Whenever there's a task that needs to be done, we generally consider it a good thing if there's predefined, standardized way of performing that task: document templates, ways of writing requirements, how to express tests, how to perform quality assurance of software. And there are many benefits to this using a standard approach:
· it captures experience and best practices,
· it ensures that you don't forget to do (or write) important stuff; it can act as a completeness check,
· it makes it easier for others (colleagues, consumers) to comprehend and follow,
· it keeps your mind free to focus on substance, because the form is predefined.
We use standardised approaches in software development in many contexts: given-when-then tests, the pattern format, use cases, user stories, architecture document templates, Scrum ceremonies, standard operating procedures to ensure safety of the developed products, and so on.
There are also lots of examples outside the world of software where this is good. A great example are procedures and checklists in aviation. I currently train for my LAPL license to fly airplanes like this one. Running your preflight checks based on a (physical!) checklist really makes the whole enterprise safer. Using standardised engine settings in the traffic pattern makes the pattern easier to fly so you can concentrate on the more unique aspects of a particular situation. So: no general bashing of standardised approaches here.
But I have recently experienced the dark side of those. Let me list them first, and then I provide examples:
· people don't think about what is important to do/write, they just satisfy the standard
· people tend to use the standard in situations for which it isn't intended
· struggling to get the standard template "correct" blocks your brain from addressing substance
· there are often several competing "standards", and it's easy to get lost in religious wars about which one should be used
So let's look at a few examples. In one of my projects we are running a domain analysis to figure out how a part of the to-be-built system is supposed to work. There's a standard that requirements must be expressed as user stories. So instead of first trying to deeply figure out how something should work and writing this down as prose text and diagrams, everything is immediately shoehorned into "as an XYZ user..."-style stories. Deep analysis isn't happening.
A favourite of mine is the never-ending discussion whether things should follow the "user story" standard or the "use case" standard. Things are being rewritten, and in some cases kept in two versions because people can't agree which form is better. At the same time, as mentioned above, substance suffers.
A quick aside: in some sense it's good that these days the discussions are around use case vs. user story. When I was working for IBM around the year 2000, we were required to follow the Rational Unified Process. We had to complete over 40 different documents before we were supposed to write software. Of course we didn't ... most of them contains useless garbage to "check the box".
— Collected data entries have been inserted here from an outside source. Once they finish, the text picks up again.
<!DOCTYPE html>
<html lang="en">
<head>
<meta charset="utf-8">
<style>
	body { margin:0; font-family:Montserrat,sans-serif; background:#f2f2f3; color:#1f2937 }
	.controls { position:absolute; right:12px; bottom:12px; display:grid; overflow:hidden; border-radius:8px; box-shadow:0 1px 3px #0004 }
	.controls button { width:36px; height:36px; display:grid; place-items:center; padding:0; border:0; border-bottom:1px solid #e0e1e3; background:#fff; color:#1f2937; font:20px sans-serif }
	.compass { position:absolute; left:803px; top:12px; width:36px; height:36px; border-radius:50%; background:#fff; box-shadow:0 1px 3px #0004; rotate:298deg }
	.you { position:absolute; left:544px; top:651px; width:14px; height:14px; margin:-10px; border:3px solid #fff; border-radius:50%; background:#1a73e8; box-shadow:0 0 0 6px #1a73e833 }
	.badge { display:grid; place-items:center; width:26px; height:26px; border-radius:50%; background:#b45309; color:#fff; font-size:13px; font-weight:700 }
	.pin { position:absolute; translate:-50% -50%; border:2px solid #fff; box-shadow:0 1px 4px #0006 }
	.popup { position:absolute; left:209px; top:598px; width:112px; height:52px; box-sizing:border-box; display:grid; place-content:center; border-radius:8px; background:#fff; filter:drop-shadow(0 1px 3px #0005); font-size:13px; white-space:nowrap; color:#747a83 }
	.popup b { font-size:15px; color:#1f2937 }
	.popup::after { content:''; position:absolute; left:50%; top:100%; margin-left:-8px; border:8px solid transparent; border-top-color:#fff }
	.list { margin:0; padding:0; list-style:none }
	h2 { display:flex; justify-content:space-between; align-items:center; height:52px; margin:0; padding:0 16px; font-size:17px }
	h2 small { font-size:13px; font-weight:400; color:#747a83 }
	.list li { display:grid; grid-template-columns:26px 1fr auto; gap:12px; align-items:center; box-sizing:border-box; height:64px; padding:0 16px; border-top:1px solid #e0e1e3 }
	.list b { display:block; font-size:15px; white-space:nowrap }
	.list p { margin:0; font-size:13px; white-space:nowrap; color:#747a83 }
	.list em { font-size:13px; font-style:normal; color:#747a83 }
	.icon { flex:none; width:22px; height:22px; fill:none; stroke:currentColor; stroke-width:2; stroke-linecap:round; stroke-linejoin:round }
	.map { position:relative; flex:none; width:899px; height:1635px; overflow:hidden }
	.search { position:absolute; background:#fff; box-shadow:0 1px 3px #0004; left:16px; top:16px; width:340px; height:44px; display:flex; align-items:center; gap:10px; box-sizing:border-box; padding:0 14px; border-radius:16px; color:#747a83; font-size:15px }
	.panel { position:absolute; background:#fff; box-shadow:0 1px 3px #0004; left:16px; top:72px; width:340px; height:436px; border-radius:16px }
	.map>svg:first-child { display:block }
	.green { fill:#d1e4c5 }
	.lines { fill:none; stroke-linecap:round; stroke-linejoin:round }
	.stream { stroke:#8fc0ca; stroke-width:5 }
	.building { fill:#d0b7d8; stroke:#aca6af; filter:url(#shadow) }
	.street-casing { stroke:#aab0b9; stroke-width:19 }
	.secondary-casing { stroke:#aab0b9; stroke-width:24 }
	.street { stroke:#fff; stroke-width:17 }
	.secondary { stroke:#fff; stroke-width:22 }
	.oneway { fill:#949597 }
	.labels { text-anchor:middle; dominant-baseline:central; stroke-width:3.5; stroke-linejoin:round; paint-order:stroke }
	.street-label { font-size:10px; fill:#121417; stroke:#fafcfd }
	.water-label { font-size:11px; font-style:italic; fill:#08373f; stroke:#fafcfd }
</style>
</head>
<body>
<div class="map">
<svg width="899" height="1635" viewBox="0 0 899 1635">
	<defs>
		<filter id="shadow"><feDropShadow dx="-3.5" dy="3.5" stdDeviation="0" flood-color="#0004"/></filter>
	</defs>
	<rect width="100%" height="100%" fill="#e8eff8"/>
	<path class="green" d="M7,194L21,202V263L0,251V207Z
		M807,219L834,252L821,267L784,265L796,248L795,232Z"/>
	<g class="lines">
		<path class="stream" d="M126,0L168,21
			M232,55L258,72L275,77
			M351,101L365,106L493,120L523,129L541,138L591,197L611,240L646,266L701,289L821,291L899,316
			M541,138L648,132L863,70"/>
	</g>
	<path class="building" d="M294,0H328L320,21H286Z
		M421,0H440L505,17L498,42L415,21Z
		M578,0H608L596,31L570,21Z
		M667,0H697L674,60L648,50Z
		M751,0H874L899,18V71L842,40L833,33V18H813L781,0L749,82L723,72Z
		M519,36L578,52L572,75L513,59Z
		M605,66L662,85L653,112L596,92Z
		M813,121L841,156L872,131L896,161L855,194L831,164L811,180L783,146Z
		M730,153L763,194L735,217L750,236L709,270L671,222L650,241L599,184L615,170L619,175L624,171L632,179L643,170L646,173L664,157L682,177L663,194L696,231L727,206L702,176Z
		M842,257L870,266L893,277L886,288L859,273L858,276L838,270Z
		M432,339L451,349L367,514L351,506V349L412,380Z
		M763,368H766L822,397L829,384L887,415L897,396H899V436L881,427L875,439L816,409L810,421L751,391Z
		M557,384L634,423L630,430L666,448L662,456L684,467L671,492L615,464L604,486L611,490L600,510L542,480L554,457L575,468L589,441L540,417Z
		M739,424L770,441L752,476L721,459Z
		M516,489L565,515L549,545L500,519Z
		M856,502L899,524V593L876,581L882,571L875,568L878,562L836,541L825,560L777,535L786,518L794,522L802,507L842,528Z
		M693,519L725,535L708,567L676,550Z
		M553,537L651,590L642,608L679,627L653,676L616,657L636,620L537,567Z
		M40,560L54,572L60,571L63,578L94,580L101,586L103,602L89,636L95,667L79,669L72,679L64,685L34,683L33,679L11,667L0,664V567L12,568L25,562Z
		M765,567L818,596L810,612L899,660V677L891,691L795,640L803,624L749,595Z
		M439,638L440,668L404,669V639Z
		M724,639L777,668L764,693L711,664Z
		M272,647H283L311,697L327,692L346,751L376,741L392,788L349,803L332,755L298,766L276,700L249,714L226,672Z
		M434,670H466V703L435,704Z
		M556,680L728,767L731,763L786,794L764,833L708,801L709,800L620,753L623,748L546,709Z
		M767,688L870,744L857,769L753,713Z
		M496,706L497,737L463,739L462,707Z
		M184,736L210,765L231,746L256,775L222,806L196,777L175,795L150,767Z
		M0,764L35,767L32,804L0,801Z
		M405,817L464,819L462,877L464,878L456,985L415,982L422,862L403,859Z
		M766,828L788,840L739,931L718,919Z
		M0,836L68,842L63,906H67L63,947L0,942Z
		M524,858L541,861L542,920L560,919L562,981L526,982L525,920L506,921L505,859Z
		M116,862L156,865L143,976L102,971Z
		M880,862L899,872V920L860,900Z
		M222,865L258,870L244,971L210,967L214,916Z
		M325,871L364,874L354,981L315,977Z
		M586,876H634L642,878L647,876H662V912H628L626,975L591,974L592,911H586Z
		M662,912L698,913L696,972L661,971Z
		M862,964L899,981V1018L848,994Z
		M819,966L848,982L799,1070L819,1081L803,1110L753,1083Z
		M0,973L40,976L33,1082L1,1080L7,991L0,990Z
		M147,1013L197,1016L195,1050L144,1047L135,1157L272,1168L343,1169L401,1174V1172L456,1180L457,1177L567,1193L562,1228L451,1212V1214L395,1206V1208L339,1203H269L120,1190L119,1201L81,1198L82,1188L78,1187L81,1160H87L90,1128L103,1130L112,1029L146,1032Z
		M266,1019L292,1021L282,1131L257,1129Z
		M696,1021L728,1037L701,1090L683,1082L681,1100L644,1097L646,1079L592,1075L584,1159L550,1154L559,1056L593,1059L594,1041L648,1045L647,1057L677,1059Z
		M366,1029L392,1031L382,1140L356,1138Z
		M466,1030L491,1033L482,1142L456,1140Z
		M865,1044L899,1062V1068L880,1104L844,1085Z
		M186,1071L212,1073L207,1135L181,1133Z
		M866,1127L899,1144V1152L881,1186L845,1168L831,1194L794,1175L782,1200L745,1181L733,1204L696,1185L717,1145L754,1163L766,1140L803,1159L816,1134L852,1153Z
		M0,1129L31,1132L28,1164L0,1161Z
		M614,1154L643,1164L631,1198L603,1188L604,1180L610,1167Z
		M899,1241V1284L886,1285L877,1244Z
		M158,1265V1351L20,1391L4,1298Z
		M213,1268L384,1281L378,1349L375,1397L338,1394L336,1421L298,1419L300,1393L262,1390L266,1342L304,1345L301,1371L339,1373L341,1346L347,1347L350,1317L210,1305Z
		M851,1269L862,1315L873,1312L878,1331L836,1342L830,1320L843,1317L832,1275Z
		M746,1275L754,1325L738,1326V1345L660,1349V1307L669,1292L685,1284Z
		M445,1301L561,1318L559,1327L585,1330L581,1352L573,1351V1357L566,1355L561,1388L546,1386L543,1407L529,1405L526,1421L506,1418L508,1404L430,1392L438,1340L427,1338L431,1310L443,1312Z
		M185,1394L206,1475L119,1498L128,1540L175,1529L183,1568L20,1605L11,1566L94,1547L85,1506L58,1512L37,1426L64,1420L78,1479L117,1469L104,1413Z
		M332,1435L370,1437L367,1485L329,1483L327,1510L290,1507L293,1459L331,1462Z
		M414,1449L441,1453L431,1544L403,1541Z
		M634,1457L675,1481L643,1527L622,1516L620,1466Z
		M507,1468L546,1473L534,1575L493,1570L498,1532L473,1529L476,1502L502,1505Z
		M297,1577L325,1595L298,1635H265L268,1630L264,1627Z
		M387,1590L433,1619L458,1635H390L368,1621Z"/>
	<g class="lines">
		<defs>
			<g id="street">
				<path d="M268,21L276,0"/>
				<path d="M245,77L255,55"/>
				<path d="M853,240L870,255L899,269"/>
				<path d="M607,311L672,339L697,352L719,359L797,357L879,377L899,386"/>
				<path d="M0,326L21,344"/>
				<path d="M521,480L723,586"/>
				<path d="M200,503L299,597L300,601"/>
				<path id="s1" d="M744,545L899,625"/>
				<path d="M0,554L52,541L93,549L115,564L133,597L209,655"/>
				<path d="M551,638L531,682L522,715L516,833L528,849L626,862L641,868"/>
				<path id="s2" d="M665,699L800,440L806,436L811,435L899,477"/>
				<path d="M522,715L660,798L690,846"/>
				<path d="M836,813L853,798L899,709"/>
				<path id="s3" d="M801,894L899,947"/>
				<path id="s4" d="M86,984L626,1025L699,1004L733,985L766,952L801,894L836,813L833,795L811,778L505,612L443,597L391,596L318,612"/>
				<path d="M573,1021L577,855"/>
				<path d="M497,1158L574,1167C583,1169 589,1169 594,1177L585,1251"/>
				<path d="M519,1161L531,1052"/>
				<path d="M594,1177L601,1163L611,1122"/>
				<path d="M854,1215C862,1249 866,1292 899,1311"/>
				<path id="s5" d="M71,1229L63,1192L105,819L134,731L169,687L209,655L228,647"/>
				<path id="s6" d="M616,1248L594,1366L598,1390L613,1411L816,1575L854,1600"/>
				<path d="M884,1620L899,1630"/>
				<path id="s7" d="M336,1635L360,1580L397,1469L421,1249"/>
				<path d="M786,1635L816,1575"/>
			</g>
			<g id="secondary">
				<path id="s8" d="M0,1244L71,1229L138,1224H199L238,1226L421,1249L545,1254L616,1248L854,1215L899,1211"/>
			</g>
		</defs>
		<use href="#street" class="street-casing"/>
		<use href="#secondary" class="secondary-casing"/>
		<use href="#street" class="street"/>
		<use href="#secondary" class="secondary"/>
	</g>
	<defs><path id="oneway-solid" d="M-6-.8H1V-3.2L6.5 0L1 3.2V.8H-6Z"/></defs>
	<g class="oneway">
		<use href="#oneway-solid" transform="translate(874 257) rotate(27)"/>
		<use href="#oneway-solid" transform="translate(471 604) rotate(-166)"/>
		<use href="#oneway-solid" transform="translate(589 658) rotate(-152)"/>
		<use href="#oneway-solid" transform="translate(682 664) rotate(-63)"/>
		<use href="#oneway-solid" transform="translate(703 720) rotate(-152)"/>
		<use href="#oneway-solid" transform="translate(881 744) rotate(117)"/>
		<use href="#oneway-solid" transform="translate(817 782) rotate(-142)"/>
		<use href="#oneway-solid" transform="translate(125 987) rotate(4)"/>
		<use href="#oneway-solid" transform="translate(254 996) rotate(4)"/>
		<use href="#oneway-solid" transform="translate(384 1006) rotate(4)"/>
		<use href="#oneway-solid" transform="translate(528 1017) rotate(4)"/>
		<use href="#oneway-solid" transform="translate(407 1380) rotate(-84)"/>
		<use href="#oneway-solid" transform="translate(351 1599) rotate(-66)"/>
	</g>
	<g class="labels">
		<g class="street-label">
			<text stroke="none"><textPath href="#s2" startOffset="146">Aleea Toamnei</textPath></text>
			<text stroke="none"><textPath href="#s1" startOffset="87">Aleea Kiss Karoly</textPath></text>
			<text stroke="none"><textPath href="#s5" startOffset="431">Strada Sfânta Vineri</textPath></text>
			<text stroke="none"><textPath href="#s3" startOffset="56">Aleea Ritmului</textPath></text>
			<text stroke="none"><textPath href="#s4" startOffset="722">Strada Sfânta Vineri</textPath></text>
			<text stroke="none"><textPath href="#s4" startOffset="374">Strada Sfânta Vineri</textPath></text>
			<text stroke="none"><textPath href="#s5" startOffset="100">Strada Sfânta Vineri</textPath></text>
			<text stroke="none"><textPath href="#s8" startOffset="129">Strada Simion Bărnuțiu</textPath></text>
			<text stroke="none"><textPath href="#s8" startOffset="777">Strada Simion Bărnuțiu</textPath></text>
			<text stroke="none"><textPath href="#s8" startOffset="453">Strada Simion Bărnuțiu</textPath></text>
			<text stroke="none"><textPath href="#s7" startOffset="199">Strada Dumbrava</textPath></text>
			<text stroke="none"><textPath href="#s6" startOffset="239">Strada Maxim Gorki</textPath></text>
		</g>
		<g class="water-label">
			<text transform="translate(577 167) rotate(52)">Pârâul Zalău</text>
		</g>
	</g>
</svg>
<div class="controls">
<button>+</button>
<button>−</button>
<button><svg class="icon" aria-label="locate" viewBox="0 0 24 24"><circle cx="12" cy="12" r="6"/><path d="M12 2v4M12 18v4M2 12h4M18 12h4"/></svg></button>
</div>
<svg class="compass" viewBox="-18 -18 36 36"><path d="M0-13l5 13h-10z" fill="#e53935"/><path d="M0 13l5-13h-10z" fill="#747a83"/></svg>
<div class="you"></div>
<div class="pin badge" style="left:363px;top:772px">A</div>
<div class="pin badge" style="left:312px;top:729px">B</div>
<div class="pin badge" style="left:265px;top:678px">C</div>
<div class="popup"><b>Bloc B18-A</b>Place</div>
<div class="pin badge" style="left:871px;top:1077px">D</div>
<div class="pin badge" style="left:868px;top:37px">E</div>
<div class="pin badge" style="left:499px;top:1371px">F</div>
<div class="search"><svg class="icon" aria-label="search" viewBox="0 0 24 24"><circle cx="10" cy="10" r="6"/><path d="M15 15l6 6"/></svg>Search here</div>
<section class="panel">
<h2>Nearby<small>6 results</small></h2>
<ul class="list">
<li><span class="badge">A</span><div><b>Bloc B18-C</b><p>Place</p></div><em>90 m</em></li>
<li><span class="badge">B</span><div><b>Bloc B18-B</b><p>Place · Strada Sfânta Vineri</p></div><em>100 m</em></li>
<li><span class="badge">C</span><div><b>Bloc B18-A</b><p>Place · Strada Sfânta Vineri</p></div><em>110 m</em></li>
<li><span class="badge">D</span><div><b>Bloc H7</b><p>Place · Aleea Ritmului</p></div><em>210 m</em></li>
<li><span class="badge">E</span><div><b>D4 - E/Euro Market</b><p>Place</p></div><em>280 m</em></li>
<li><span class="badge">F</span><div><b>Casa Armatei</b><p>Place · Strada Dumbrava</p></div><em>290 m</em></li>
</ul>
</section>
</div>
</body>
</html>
In another project there's a standard to use GWT-style tests. We have to express every test in this way. This leads to dozens and dozens of tests where the textual parts of the GWT template are identical, and only the data changes:
The textual GWT parts just have zero use. They just waste space. You could write the test simply as
In two other projects I recently had to read architecture documentation based on Arc42 and Views and Beyond, respectively. These are both highly structured document templates for describing architectures and the forces and rationales associated with the architectural decisions. In both cases, it was impossible for me as a consumer to understand the big picture, the "story" behind everything. The reason was that the big picture was ripped apart and distributed over all these sections. No forest, just lots of trees.
Let's move on to process. Another project is in its very early phases where lots of the programming work is explorative: nobody really knows how things should work, so we are building prototypes to explore options and help stakeholders decide based on working (prototypical) software. Nonetheless, we are forced by the Scrum master to estimate the tasks. It's completely impossible at this stage. Sure, we can timebox, but then we don't know whether we will finish.
In fact, the sprint planning sessions are also of very limited use, because even during one sprint the development team is often interrupted with repriorisations and completely new work. Yes, there's something wrong with the overall process outside the agile team, but everybody knows that, so why do the planning? We are also forced to plan out multiple sprints in the context of a SAFE product increment. That's obviously even more useless.
So why is this happening? I see three reasons. One is that there are people in the organisation whose job is to "enforce" that standard. They are not measured by whether the team(s) deliver high-quality software. They live for the standard, so they enforce it, useful or not. The second reason is that there are stakeholders -- often a little bit higher up the hierarchies -- who don't want to engage with the substance, so they try to do management-by-numbers and issue boards: "if you don't plan, I have no way of measuring what you deliver!!!" The third reason is that people think that following a standard magically produces substance. It can help -- see my checklist argument above -- but it doesn't happen automatically. And often the standard has the opposite effect.
So what to do about that? It's obvious, right? Take standards as a recommendation and then apply common sense. Adapt them to your context. So far so good. The real problem of course is dealing with those people whose job it is to enforce these standards or who are unwilling to engage with the substance and therefore rely on ceremony. That's an organisational issue that is hard to solve ... oh well, and so the craziness prevails.